OK, after lots of research via Google and Bell Canada, and some other cell phone carriers too, I found a way to possibly make a smartphone work for me. I was told the iPhone was the best for accessibility, but the iPhone (and other newer Android phones that also have built-in screen readers) only comes with an expensive plan I can't afford. Bell had one older Android smartphone that came with a basic voice plan, so after doing what research I could on the old fart I bit the bullet and got it.
As you can probably figure out from a couple of my previous posts, researching the accessibility of smartphones and other cell phones was in itself an exercise in frustration. The next step was to find a decent case for the little guy that would be reasonably shock resistant, easy for me to grip, and affordable on a low budget. While that wasn't easy for me either, I did find a really cheap ($5) TPU gel case on Amazon.ca from Skypillar that I thought might have some texturing on the sides for a better grip, and when I got it I wasn't disappointed. This case has a pretty good design and its material and texturing makes it easy to hang onto (beats the crap out of Bell's $20 gel case that was slippery and not-so-easy to hang onto). I modified my new case with some rubbery stick-on Braille dots and some rubbery, cushiony 3M grip tape to make it even more shock resistant and grippy, so my new case might look a little weird but it should protect my new old-fart from drops and bumps -- I hope. I also had to search for a portable Bluetooth keyboard that have concave keys (the kind that are shaped to your fingertips instead of flat), so I could actually type on my new phone reasonably well and as quickly as possible. Yes, this was another exercise in frustration, especially since it seems like all the cheaper Bluetooth keyboards have flat keys I can't type on (my fingers just go sliding off home row whenever I try to press any key that's not on home row). I was lucky I'd been able to save a little bit, because the keyboard I figured would work best for me was about $80, and that was only because I got a really good deal on it.

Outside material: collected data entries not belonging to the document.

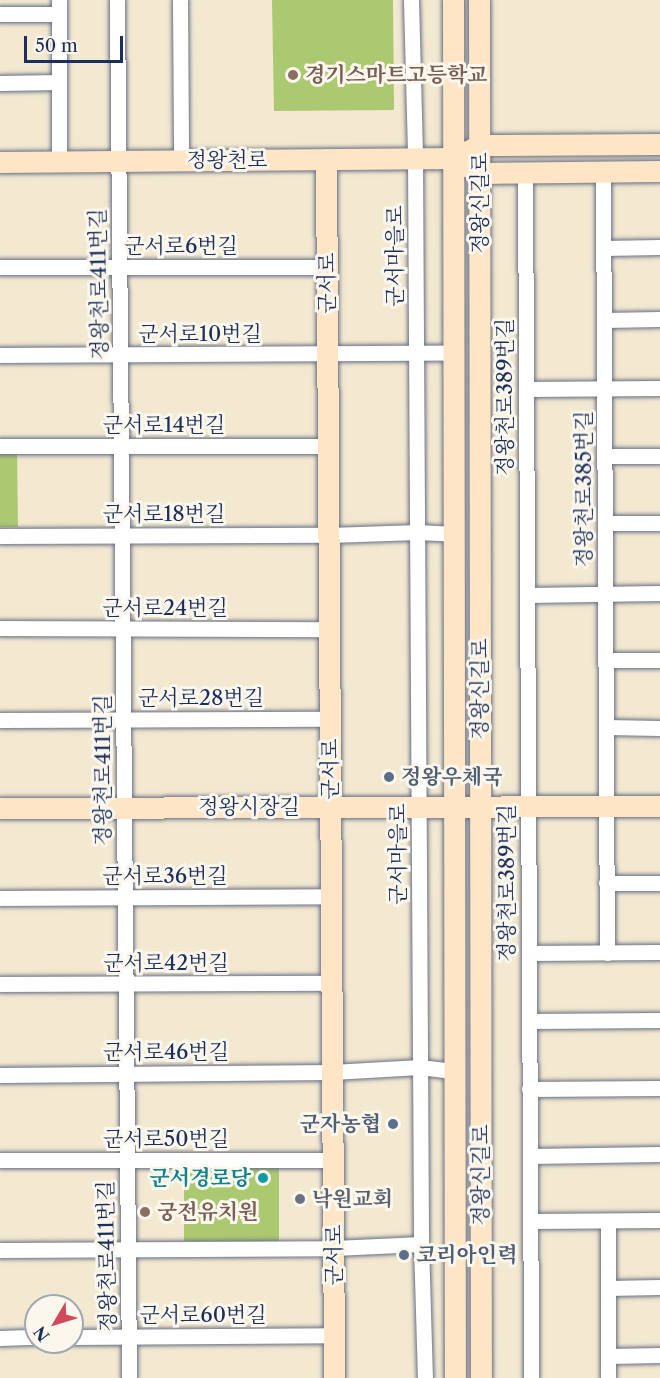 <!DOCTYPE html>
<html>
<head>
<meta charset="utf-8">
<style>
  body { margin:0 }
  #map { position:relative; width:660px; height:1378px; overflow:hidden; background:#f3e9d1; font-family:"Libre Caslon Text","Noto Serif KR",serif }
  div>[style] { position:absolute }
  .green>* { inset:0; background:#abc970 }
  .roads { filter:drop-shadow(0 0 2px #677086) drop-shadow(0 0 2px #677086) }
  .street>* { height:15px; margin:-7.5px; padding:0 7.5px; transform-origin:7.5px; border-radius:7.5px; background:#fff }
  .secondary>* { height:21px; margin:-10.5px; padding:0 10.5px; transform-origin:10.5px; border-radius:10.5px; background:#fde5c5 }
  .dots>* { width:16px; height:16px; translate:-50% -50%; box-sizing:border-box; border:3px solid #fbf7ec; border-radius:50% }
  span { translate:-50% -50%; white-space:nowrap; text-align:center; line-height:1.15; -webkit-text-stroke:6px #fbf7ec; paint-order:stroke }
  .education-label { font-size:21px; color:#785e54; font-weight:700 }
  .left { translate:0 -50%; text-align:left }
  .street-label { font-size:21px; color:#1b2f5e }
  .service-label { font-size:21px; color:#4e5e75; font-weight:700 }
  .right { translate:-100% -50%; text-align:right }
  .culture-label { font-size:21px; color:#0d838f; font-weight:700 }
  .worship-label { font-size:21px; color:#5b616d; font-weight:700 }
  .north { position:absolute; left:24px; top:1294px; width:60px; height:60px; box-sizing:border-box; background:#fbf7ec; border:2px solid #a1a7b3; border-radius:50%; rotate:232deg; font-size:16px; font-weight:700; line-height:24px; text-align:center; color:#1b2f5e }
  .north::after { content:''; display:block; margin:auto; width:21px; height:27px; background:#d1495b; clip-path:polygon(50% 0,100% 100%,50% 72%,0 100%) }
  .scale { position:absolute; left:24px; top:36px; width:99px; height:27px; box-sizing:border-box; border:3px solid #1b2f5e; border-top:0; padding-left:8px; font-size:18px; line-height:21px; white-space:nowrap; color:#1b2f5e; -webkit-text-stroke:4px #fbf7ec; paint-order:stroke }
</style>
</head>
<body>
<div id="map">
  <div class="green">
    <i style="clip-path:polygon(272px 0,393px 0,394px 110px,274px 111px)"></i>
    <i style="clip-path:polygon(0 451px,17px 451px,18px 527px,0 527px)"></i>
    <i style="clip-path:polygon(184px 1164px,279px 1164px,279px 1241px,184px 1241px)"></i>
  </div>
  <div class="roads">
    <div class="street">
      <i style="left:117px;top:0;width:1378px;rotate:89.5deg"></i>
      <i style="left:180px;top:0;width:160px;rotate:89.6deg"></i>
      <i style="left:411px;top:0;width:158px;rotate:88.5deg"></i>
      <i style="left:415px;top:158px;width:1086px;rotate:89.68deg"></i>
      <i style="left:421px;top:1244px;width:134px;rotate:88.3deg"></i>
      <i style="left:0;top:14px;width:59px"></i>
      <i style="left:0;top:83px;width:59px;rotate:-1deg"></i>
      <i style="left:59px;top:161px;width:161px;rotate:-90deg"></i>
      <i style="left:603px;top:171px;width:782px;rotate:89.71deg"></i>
      <i style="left:525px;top:172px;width:1206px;rotate:89.71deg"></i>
      <i style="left:603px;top:248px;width:57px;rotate:-1deg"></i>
      <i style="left:0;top:267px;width:327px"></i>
      <i style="left:604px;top:320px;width:56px;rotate:-1deg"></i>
      <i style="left:0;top:355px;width:454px;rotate:-0.3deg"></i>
      <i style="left:526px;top:389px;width:134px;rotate:-0.4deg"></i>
      <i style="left:0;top:446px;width:328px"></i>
      <i style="left:604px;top:456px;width:56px"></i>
      <i style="left:605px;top:523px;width:55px"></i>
      <i style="left:0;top:536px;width:329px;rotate:-0.2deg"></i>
      <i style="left:329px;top:535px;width:89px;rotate:-1.9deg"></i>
      <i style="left:418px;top:532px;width:36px;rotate:3deg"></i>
      <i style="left:527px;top:595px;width:133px;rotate:-0.9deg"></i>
      <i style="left:0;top:628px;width:329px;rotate:0.2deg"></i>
      <i style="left:605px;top:660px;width:55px"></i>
      <i style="left:0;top:720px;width:330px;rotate:-0.2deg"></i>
      <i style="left:606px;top:727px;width:54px;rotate:1.1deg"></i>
      <i style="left:606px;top:883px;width:54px"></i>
      <i style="left:0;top:898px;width:331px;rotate:-0.3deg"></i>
      <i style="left:529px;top:953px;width:131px;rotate:-0.4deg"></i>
      <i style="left:0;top:984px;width:332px;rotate:-0.2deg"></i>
      <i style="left:529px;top:1021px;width:131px;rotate:-0.4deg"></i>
      <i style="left:0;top:1075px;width:332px;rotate:-0.5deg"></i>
      <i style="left:332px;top:1072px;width:88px;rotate:-3.3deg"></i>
      <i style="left:420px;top:1067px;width:35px;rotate:7deg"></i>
      <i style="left:529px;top:1089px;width:131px;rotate:-0.4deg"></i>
      <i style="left:530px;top:1156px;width:130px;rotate:-0.9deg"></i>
      <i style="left:0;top:1160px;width:333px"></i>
      <i style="left:530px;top:1221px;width:130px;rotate:-0.4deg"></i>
      <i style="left:608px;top:1221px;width:157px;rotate:90deg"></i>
      <i style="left:0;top:1250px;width:334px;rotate:-0.3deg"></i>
      <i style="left:334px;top:1248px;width:87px;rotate:-2.6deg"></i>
      <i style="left:608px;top:1288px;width:52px;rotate:-1.1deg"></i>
      <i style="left:72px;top:1337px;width:262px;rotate:-0.4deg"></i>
      <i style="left:0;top:1338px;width:36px;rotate:-2deg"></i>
      <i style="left:608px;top:1356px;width:52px;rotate:-1.1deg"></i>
    </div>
    <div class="secondary">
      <i style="left:453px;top:0;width:1378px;rotate:89.92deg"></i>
      <i style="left:479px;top:0;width:1378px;rotate:89.92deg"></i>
      <i style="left:326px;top:159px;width:1219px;rotate:89.62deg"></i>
      <i style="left:0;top:162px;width:454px;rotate:-0.5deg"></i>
      <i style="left:454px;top:158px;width:29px;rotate:-27deg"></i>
      <i style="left:480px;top:145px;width:180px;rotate:-0.3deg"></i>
      <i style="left:467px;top:166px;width:15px;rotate:28deg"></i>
      <i style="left:480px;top:173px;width:180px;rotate:-0.6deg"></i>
      <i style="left:0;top:808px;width:660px;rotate:-0.17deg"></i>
    </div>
  </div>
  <div class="dots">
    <i style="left:293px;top:75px;background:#8d6e63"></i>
    <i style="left:389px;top:777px;background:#5c6f8a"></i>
    <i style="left:393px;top:1124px;background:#5c6f8a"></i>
    <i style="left:263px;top:1178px;background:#0f9aa8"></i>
    <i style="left:300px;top:1199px;background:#6b7280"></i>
    <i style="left:145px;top:1212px;background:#8d6e63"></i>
    <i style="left:404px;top:1255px;background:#5c6f8a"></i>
  </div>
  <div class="education-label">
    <span class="left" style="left:305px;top:75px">경기스마트고등학교</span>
    <span class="left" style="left:157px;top:1212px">궁전유치원</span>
  </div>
  <div class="street-label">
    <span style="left:227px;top:160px">정왕천로</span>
    <span style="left:480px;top:203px;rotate:-90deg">정왕신길로</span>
    <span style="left:181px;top:246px">군서로6번길</span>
    <span style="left:395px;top:256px;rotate:-90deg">군서마을로</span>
    <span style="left:327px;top:283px;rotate:-90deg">군서로</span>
    <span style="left:99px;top:284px;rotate:-91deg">정왕천로411번길</span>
    <span style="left:200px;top:334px">군서로10번길</span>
    <span style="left:505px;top:397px;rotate:-90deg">정왕천로389번길</span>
    <span style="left:164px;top:425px">군서로14번길</span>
    <span style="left:584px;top:489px;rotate:-90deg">정왕천로385번길</span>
    <span style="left:164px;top:514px">군서로18번길</span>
    <span style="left:165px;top:608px">군서로24번길</span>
    <span style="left:480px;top:689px;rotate:-90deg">정왕신길로</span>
    <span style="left:201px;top:698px">군서로28번길</span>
    <span style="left:330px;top:769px;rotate:-90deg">군서로</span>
    <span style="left:103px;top:770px;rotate:-90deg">정왕천로411번길</span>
    <span style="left:249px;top:807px">정왕시장길</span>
    <span style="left:398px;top:854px;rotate:-90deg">군서마을로</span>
    <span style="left:165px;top:876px">군서로36번길</span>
    <span style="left:507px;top:883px;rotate:-90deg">정왕천로389번길</span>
    <span style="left:166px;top:963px">군서로42번길</span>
    <span style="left:166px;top:1052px">군서로46번길</span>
    <span style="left:166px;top:1139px">군서로50번길</span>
    <span style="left:481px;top:1175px;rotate:-90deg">정왕신길로</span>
    <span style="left:334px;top:1255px;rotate:-90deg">군서로</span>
    <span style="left:107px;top:1256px;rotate:-91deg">정왕천로411번길</span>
    <span style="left:203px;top:1315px">군서로60번길</span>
  </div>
  <div class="service-label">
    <span class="left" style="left:401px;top:777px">정왕우체국</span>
    <span class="right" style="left:381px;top:1124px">군자농협</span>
    <span class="left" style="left:416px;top:1255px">코리아인력</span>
  </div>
  <div class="culture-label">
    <span class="right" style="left:251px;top:1178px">군서경로당</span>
  </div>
  <div class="worship-label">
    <span class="left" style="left:312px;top:1199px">낙원교회</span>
  </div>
  <div class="north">N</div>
  <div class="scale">50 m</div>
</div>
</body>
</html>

So the case works well, and the keyboard works pretty good too, now for the phone itself. When I got the phone almost 2 weeks ago I had the store staff turn on the screen reader for me, and then the fun started. Although the screen reader works pretty good a touch screen is still a touch screen, meaning it's hard to know what you're pressing until the screen reader decides to tell you what your finger's on - another exercise in frustration, as I expected, especially since the screen reader doesn't always decide to talk when you touch something. Also I have wide clumsy fingers that sometimes double-tap by accident or jerk away from what I want to tap, and that makes things even more interesting (well, interesting's one word for it anyway). But once I got it home (where hopefully no one could hear my constant cussing) I did manage to get it set up the way I wanted, and even managed to put a strap on the little sucker so I can wear it. Since then I've been learning tricks to make it work a little better. I'm lucky I have a little bit of sight, otherwise it would have been even more frustrating and tedious, if not altogether impossible. I spent the first week or more trying out and tweaking some basic stuff like the Contacts list, memos, texting, calling, and refining my settings. Once I got familiar with the device I went online with WiFi. I tried opening the web browser and accessing my GMail account. While the phone's GMail app's pretty accessible so far, I couldn't read anything on the web browser until I found out scripts had to be installed from the phone's Accessibility menu. Then it was doable, although not too easy. Even before then I'd been looking into apps that would make my phone more useful. I didn't want to get too many apps and clutter up my system, but I did get some good ones that were free. The best app I got was a talking compass, and a couple of the apps aren't usable for me yet because of either accessibility issues or some other software glitches.
Oh yeah, I forgot to tell you about the on-screen keyboard. It's just as frustrating and slow as I expected!!! I had no luck with the QWERTY keyboard, even in landscape mode, but luckily Samsung has a 3x4 keyboard that's kind of like the keypad on a regular phone. It's still really hard and slow to use, but I can get by with it if I have to. That's why I'm really glad I was able to get a decent Bluetooth keyboard that I can stick in my bag and take with me. I can't type very fast on a physical keyboard, but I still do way better with that than with the nasty on-screen keyboard.
My conclusion: I still want to strangle, punch and shoot whoever got the bright idea to design touch screens, and a few smacks upside his/her head would be pretty cathartic too. But at least there are options for making at least some smartphones usable for at least some things besides making a phone call. I'm hoping it'll get at least a little easier to use this thing and that the apps I downloaded and can't use yet will get updated to something I actually can use. But at least now when I'm out and waiting for the bus or occasionally having a coffee I can do something more productive than listen to my iPod.